Sonnet lipogramme en E ; "Loo" monosyllabique ; rimes alternées d'Ô fermés et O ouverts. —

Bart Van Loo marmiton n’ouvrit un snack à Qom,
non plus à Zanzibar, ni sur un oppidum.
Son bouillon s’infusait d’incisif capsicum
local, aussi piquant qu’un court-jus par loi d’Ohm.

Pour saisir un poivron, faut-il l'outil ad hoc :
fin cuistot, il brandit un tranchant tomahawk
dont l’à-coup ondulant à l’instar du moon-walk
mixa du paprika planant, kif-kif Woodstock.

Confus du ciboulot, Lol tangua jusqu’au hall,
au comptoir s’accouda, but un cocktail au khôl ;
vis-à-vis du miroir s’y maquilla d’alcool...

Impact, on l’a compris, au point d’un punching-ball
dans un corps convulsif : son boyau fit du crawl !
— L’assaut du Capitan fut plus cool, conclut Lol.




Sonnet lipogramme en E & W où "Lo-o" est dissyllabique tel le Booz de Victor Hugo ; diérèse classique à la fin de "positi-on" ; alternance de rimes consonantiques et vocaliques. —

Van Loo s’alita, fourbu par un travail
qui du matin au soir fouissait maint sillon.
Il a fait son plumard dans la position
où toujours il pionçait, non loin du bon bucail.

Avant qu’il s’assoupît, Van Loo çà soupa
d’un bol au sarrasin — on dit "bucail" au nord,
bouillon qu’il parfumait au choix d’un chili fort
ou qu’il accommodait d’un pur jus paprika.

La soif, qu’on fût humain ou charançon gourmand,
son silo l’apaisait d’un frais cocktail flamand
dormitif d’harissa mi-grisou mi-cactus.

Tout somnolait dans Ur, dans Looz-Borgloon.
Par l’horizon divin jusqu’à Sarimaktuz,
sa faux d’or rayonnait aux champs d'Amphitryon !



Le Renard et l'Harissa

Certain Renard wallon, d’autres disent flamand,
Apprenti Lucullus par le bouche-à-oreille,
Pelait des gousses de piment
Pour corser la salsepareille.

Ardent fut son bouillon infusé d’harissa :
Vrilla son œsophage en cintre
Et son pelage roux de feu se hérissa
Sans qu’il en pût la torche éteindre.




Riquet à la Soupe —

Instruit en cosmétique d’art
et charançons à crête ou dard,
Riquet appareille sa Houppe.
Il l’enduit de piquante soupe
puis harponne, Dame, ton cœur.
Recette d’un amour vainqueur.




Exquise soupe au piment rouge,
hélas n’en reste qu’une louche...
Ces gens encourent le danger
de se battre et non partager.
L’orde hécatombe s’est conclue
au bloc en urgence absolue.

    

(Photo : Sud-Ouest du 28 février 2025)



Le jardinier qui a fourni ses légumes à Bart se prénomme Dirk.

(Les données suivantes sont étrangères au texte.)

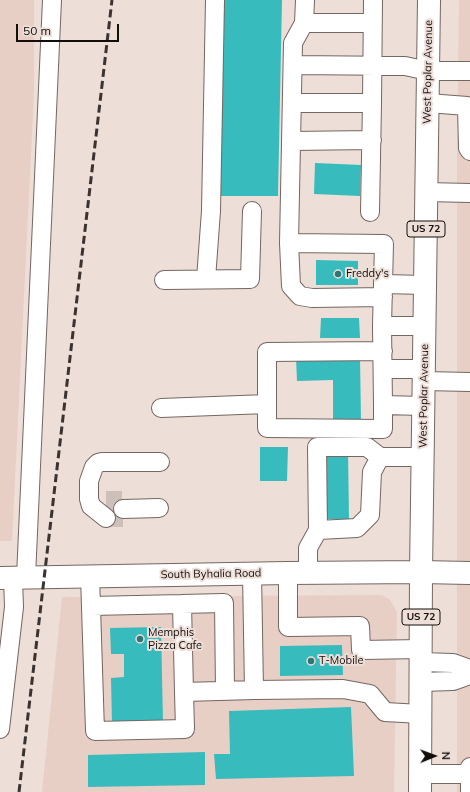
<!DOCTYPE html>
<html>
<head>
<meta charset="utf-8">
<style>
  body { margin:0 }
  #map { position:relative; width:470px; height:792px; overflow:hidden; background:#eeded8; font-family:Mulish,sans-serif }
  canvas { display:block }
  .north { position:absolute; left:414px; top:736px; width:40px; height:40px; -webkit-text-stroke:3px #eeded8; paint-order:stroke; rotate:89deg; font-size:11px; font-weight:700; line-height:16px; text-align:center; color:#130e0c }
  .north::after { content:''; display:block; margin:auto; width:14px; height:18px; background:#130e0c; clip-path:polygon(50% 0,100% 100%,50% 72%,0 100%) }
  .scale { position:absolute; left:16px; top:24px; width:103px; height:18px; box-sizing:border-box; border:2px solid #130e0c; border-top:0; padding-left:5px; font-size:12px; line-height:14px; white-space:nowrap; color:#130e0c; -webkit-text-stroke:3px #eeded8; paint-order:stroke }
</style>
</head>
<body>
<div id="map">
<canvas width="470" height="792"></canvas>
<div class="north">N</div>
<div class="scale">50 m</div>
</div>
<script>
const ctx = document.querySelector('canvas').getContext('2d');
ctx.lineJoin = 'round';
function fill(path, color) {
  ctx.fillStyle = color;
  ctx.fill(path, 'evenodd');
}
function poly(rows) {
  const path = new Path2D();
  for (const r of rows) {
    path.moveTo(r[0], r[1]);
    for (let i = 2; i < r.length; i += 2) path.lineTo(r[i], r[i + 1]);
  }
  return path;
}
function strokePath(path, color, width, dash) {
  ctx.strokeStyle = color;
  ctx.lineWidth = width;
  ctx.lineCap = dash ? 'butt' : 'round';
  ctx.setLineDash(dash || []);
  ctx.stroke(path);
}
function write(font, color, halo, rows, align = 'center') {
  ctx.font = font + ' Mulish,sans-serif';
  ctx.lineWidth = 4;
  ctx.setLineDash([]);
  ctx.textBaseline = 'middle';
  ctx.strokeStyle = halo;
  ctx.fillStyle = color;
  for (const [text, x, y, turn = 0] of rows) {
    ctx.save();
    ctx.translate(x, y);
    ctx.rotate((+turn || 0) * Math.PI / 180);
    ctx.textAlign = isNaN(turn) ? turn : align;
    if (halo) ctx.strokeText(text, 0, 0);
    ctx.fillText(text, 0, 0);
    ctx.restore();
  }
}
fill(poly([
  [0,0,34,0,34,94,12,541,0,541],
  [459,0,470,0,470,792,457,792,457,157],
  [382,595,390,600,397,612,394,792,42,792,62,597]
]), '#e7cfc6');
fill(poly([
  [221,0,282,0,278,196,218,196],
  [315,163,361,165,360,196,314,194],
  [316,260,358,261,358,285,316,285],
  [321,318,359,318,360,338,320,338],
  [360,356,361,422,333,422,333,380,297,381,296,357],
  [260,447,288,447,287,481,260,481],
  [321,450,348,450,349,519,321,519],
  [161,627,163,723,112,724,111,678,124,677,124,654,111,654,110,628],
  [342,645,343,675,280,676,280,646],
  [351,707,354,776,216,779,214,754,230,754,229,711],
  [205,752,205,785,88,787,88,755]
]), '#37bbbc');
strokePath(poly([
  [106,500,122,500],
  [106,518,123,518]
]), '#cdbfb9', 18, [18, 9]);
const minor = poly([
  [305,0,304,23,293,43,289,243,384,244,383,284,425,285],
  [304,23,372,23],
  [293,65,405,66,428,71,470,71],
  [293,103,372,103],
  [428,103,467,106,468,148,470,151],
  [291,141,372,140],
  [426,192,470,193],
  [370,212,372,103,373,0],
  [289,243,291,286,300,296,312,298,383,297],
  [206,279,211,211,215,0],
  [164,280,250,279,252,211],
  [383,284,382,326,383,405,423,406],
  [382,326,425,326],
  [383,369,424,369],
  [424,381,470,382],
  [267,404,267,352,383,351],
  [161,408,267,404,267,428,383,429,383,405],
  [123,509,159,508],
  [106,518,91,506,89,499,89,481,94,467,98,463,102,462,160,462],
  [318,530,317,447,367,447,380,457],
  [288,573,288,627,360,626,361,650,421,649],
  [308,573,308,548,318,530,357,528,370,515,372,472,380,457,423,457],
  [90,576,95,731,185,729,184,692,254,690,252,573],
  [26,577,52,0],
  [91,606,182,604],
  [421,662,453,663,470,669],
  [421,682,453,681,470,675],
  [254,690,343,689,370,694,385,712,421,714],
  [184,692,182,604,224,603,225,691],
  [0,729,14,607,13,578],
  [420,774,470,774],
  [470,792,470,767]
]);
const major = poly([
  [0,578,288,573,421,572,470,573],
  [420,792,421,572,429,0]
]);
strokePath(minor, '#746661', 20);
strokePath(major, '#746661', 24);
strokePath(minor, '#fff', 18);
strokePath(major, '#fff', 22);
strokePath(poly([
  [19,792,112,0]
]), '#3a3331', 3, [8, 4]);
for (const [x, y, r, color] of [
  [338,274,4,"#2e7778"],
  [140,639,4,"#2e7778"],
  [311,661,4,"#2e7778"]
]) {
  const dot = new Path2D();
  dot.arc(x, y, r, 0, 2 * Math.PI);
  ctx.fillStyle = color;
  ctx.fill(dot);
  strokePath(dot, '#eeded8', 1.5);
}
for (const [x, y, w] of [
  [426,229,38],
  [421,617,38]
]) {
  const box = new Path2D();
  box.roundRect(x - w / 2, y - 8, w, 16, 3);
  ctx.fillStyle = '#eeded8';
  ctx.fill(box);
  strokePath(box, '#130e0c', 1);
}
write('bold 10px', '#130e0c', null, [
  ["US 72",426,229],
  ["US 72",421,617]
]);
write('11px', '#130e0c', '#eeded8', [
  ["West Poplar Avenue",428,72,-89],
  ["West Poplar Avenue",424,396,-89],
  ["South Byhalia Road",211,574,-1]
]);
write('11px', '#130e0c', '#eeded8', [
  ["Freddy's",346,274],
  ["Memphis",148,633],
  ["Pizza Cafe",148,646],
  ["T-Mobile",319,661]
], 'left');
</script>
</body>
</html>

Ayant lu la prose et les poèmes qui précèdent, Dirk précise qu'il fut en effet un peu surpris que Bart lui commandât autant de piments qu'il en fallut à Néron pour incendier Rome. Cela vaut bien une dédicace :

Il n’est d’incandescente Frousse
Des Ducs de Bourgogne et Rois d’Ourcq
Ni d’obscur côté de la Farce
Aux mains du tordant Vador Dark ;
N’est non plus de piquante Force
Au cœur des Princes qu’on sort d’York
Que n’effrite en pays de Frise
L’Onguent terrible, ô Druide Dirk !




(à suivre)

Babel 2025

.

Pot-pourri de Ronsard (d’après Les Amours & Odes II) :

Je me relie et me délace (...)
Page, reverse dans ma tasse !

La Pléiade tenait 441 pour Nombre de Babel cardinal...
1585-2026 : anticipons l’an prochain une commémoration
grandiose des 441 ans après la disparition de Ronsard.
Cadet de Nostradamus, Ronsard affecta une posture tout
en contradiction du vieux maître : « Il dit l’avenir ?
Eh bien, remontons le temps ! » Il usera alors du vers
comme filon étymologique à "renversement", et usant de
ces fréquents va-et-vient d’un état contraint (« je me
relie ») ou relax (« et me délace »). Le "reversement"
est l’exemple d’un autre usage de la racine "vers", où
il met en scène son disciple Rémy Belleau, assimilé au
page doublé d’un échanson généreux. Ronsard consacrera
parallèlement un authentique culte à la Muse Calliope,
qui le fait remonter, comblé, à la vie intra-utérine :

Dedans le ventre avant que ne je fusse,
Pour t’honorer tu m'avais ordonné :
Le ciel voulut que cette gloire j’eusse
D’être ton chantre avant que d’être né.

Cet extrait du Second Livre des Odes signe une posture
existentielle palindrome, comme "vers" sera "renversé"
et "reversé" ou qu’une alternance vitale le lace, puis
délie, puis lace sans fin. Avant nous dès 1960 en note
de son Traité de Prosodie (éd. Ichthusson, Bruxelles),
Gilbert Farelly datait ce caractère singulier du poète
au moment de la puberté, où un premier "poil" de barbe
orthographié à l’envers apparut portion de "Calliope".
Il n’en fallait pas plus que Farelly compose un de ses
fameux haïkus pré-oulipiens, en hommage à Ronsard et à
Rémy Belleau - prénommé" Rémi" sans Y afin de tenir la
contrainte palindrome doublée d’une gématrie = 441. Un
autre Rémi, Schulz notre oulipote, a relevé que le mot
central "lace" a 21 de gématrie, racine carrée de 441.

Rémi reversa
Le Poil lace Calliope
L’As rêve rimer

Jacques Roubaud

Ce billet, sommaire à l'annonce de la disparition de Jacques Roubaud, se verra complété au fil de souvenirs qui me reviendront de lui.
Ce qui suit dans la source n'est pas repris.